I was saying, "I'm—all right.... I was dreaming—I got confused."

Bee said whimsically, "We're here. Will, there is so much I want to ask you—"

"Not now, Bee." His voice was full of its old decisiveness. "We must start. Keep together—you understand now, Rob, what I meant. Keep together—keep thinking, firmly, what you are doing. And do—what I do. We must start."

He drew himself erect. As though I were dreaming—or thinking of the act—I felt myself standing erect. Then walking—vaguely I could feel the substance of the slope beneath my feet—walking with a lightness, a lack of effort weird but pleasant. And I clung physically to Will, and saw Bee on his other side clinging to him also—as though a breath of wind might blow us all away.

The thought was whimsical. There could be no wind. Wind was moving air. I had the sense that I was still breathing, of course. But how could there be air? Air itself was infinitely more solid than these, our bodies. Yet I was breathing something. Call it air. The word of itself means nothing—and there are no words with which to clothe the realities of any unthought realm....

We were walking through the phantom room which had been the reality of Will's home—through its wall—out through its garden. Our slope was rolling, uneven. The shadowy ground of the garden was above us, then below us; then, for a moment, we seemed standing exactly on its level. I remembered. This was the place Will had mentioned to which we could safely return.

We spoke seldom; Will did not seem to care to talk.

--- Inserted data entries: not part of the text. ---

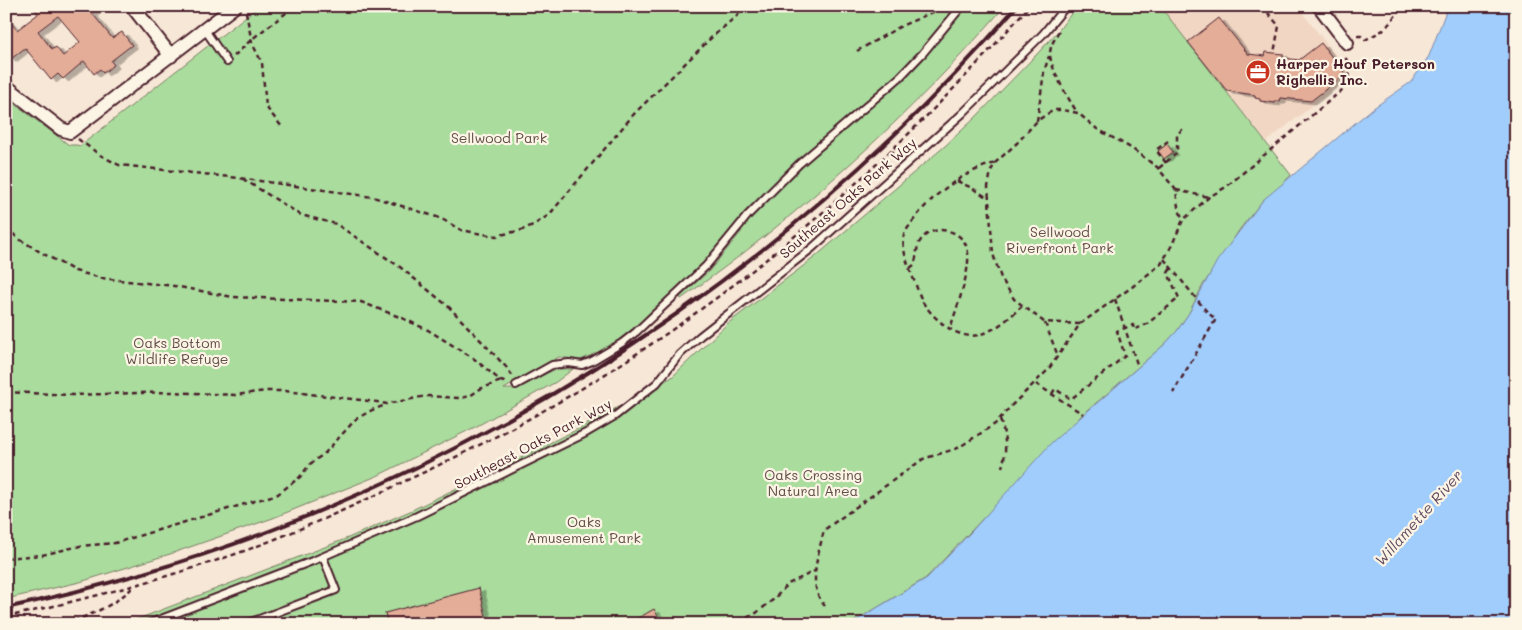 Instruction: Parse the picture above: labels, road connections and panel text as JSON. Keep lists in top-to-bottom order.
{
  "streets": {
    "lane": ["Southeast Oaks Park Way"]
  },
  "water": ["Willamette River"],
  "parks": [
    "Sellwood Park",
    "Sellwood Riverfront Park",
    "Oaks Bottom Wildlife Refuge",
    "Oaks Crossing Natural Area",
    "Oaks Amusement Park"
  ],
  "places": {
    "office": ["Harper Houf Peterson Righellis Inc."]
  }
} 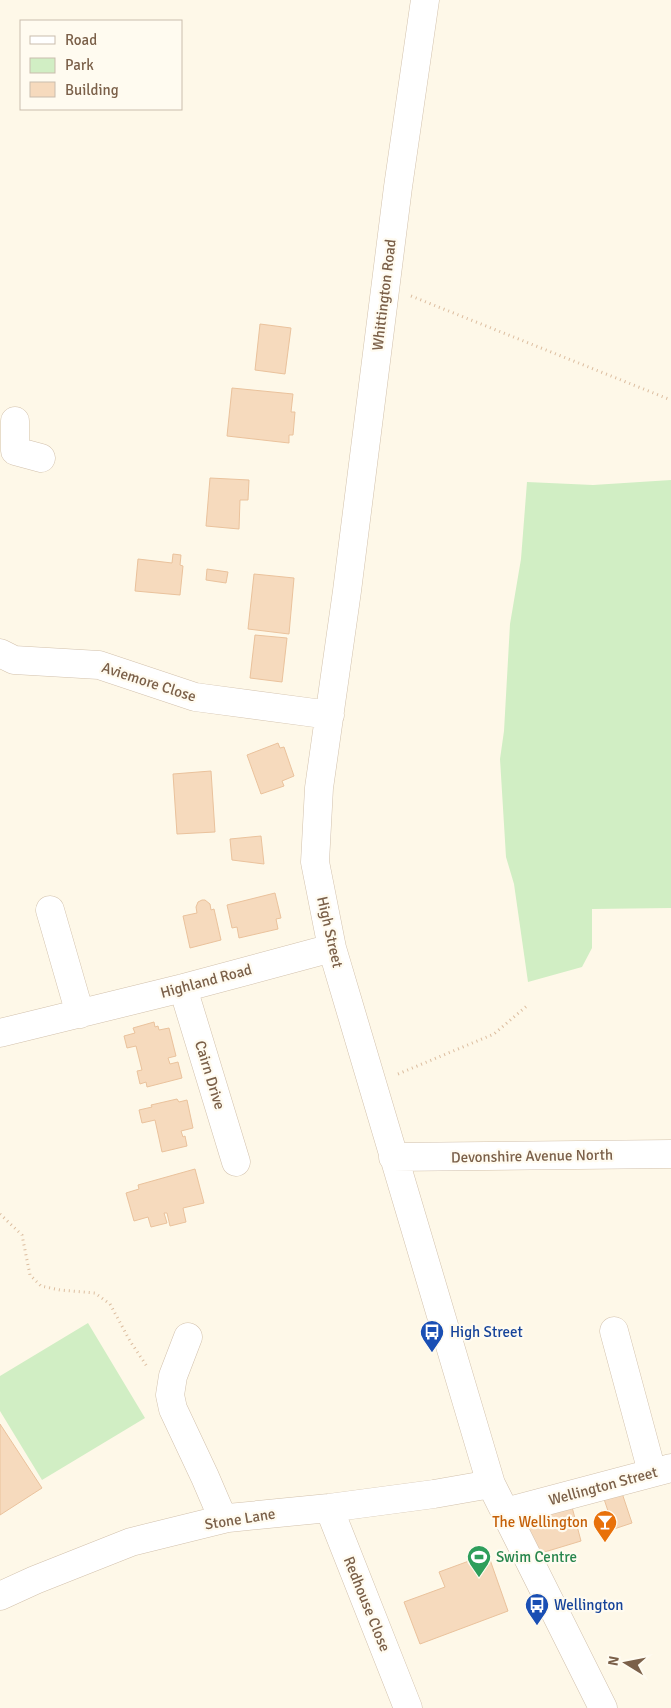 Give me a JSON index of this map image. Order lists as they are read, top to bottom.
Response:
{
  "streets": {
    "street": [
      "Whittington Road",
      "Aviemore Close",
      "High Street",
      "Highland Road",
      "Cairn Drive",
      "Devonshire Avenue North",
      "Wellington Street",
      "Stone Lane",
      "Redhouse Close"
    ]
  },
  "crossings": [
    ["Whittington Road", "High Street"],
    ["Aviemore Close", "High Street"],
    ["High Street", "Highland Road"],
    ["High Street", "Devonshire Avenue North"],
    ["High Street", "Wellington Street"],
    ["High Street", "Stone Lane"],
    ["Highland Road", "Cairn Drive"],
    ["Stone Lane", "Redhouse Close"]
  ],
  "places": {
    "bus stop": ["High Street", "Wellington"],
    "bar": ["The Wellington"],
    "sports": ["Swim Centre"]
  },
  "legend": ["Road", "Park", "Building"],
  "north": "left"
}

I realized he knew where he was going—had some definite purpose in his mind. Alert now with every mental faculty, I wondered what it was, yet would not question him.

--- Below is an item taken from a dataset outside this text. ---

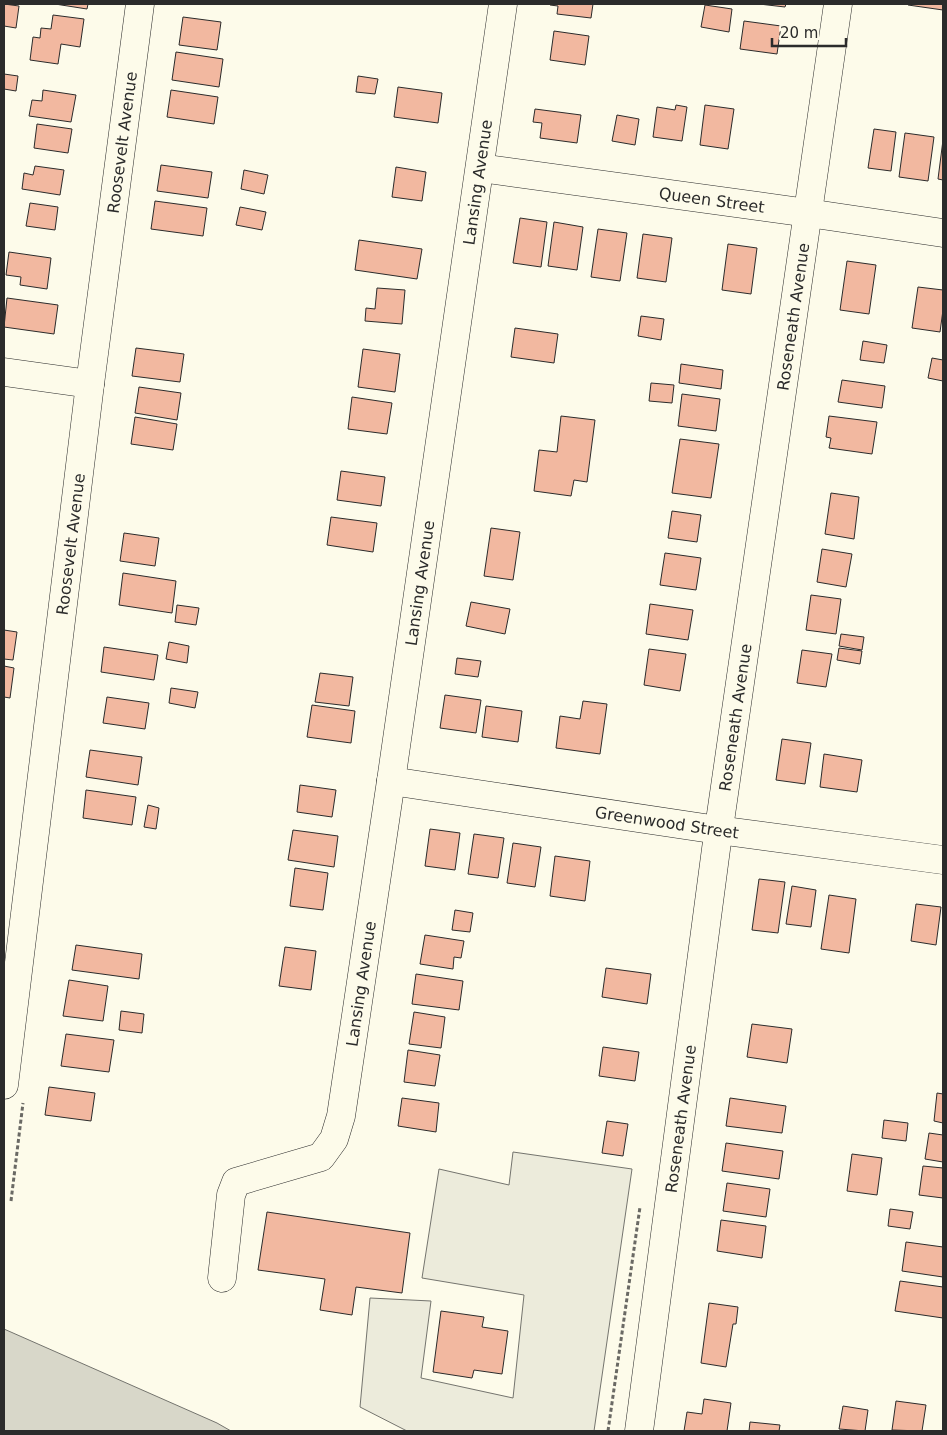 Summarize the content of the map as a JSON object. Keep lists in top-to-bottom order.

We stalked onward. The shadowy village lay about us, above us now. Soundless, colorless phantoms, these streets, trees and houses. I saw the railway station—the ghost of a train stood off there and then moved forward soundlessly. I was touched with a faint amusement to see it—a luminous ghost sliding along its narrow enslaving rails. It could not go up or down, or sidewise. And it seemed so imponderable I would fearlessly have walked into it.

This Borderland, full of these shadows of our other world, yet seemed empty. Nothing of its own reality was visible. In every direction I could look into seemingly infinite distance; and overhead was a vast darkness—the emptiness of infinite space. Was nothing here with us in this Borderland? Those other spectres—those beings coming out from their world as we were coming in from ours?...

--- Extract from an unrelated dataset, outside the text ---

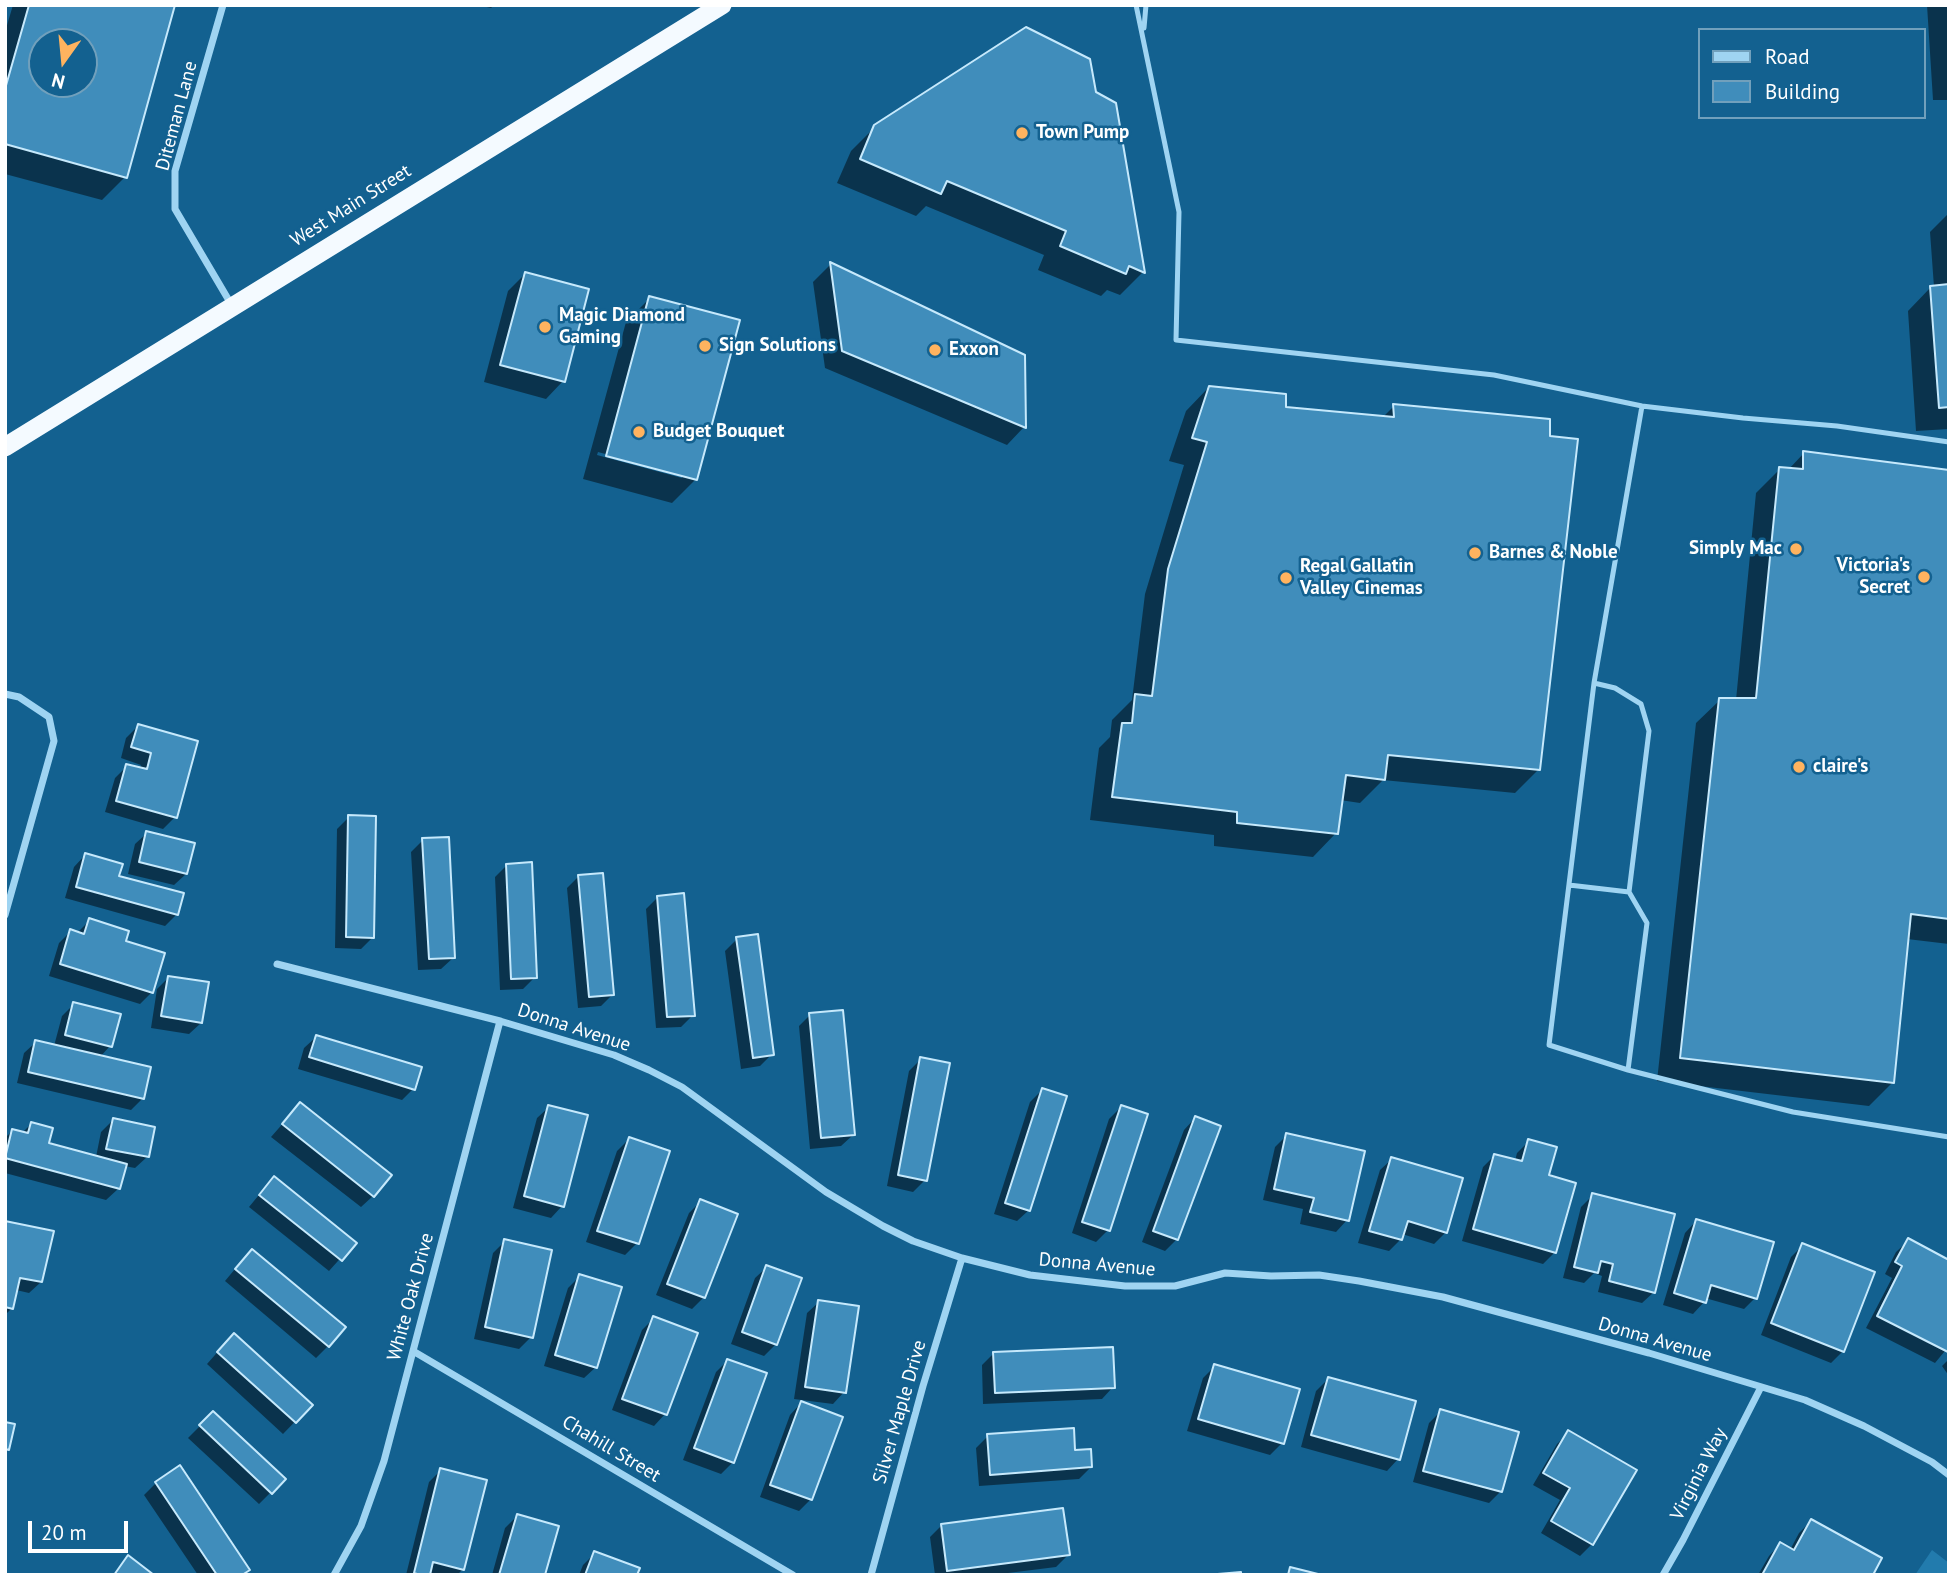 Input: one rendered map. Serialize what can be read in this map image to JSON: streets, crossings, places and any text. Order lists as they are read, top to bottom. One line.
{"streets":{"highway":["West Main Street"],"street":["Diteman Lane","Donna Avenue","White Oak Drive","Silver Maple Drive","Chahill Street","Virginia Way"]},"crossings":[["Diteman Lane","West Main Street"],["Donna Avenue","White Oak Drive"],["Donna Avenue","Silver Maple Drive"],["Donna Avenue","Virginia Way"],["White Oak Drive","Chahill Street"]],"places":["Town Pump","Magic Diamond Gaming","Sign Solutions","Exxon","Budget Bouquet","Simply Mac","Barnes & Noble","Victoria's Secret","Regal Gallatin Valley Cinemas","claire's"],"legend":["Road","Building"],"scale_bar":"20 m","north":"bottom"}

A thrill of quite normal excitement swept me at the thought. We had come in to encounter those spectres. And now they would be spectres no longer. Ponderable beings upon an equality with ourselves; and we were here to thwart them of their purpose....

I heard Bee give a faint, alarmed cry. Ahead of us a shape had appeared! It became visible and I felt that perhaps it had been hiding behind some unseen obstacle. It stood, solid and grey, with the shadow of a barn, a haystack above and behind it. Stood directly in our path, as though waiting for us.

I pulled at Will, but he ignored me. Hastened his pace.

We stalked forward with that waiting thing standing immobile in our path!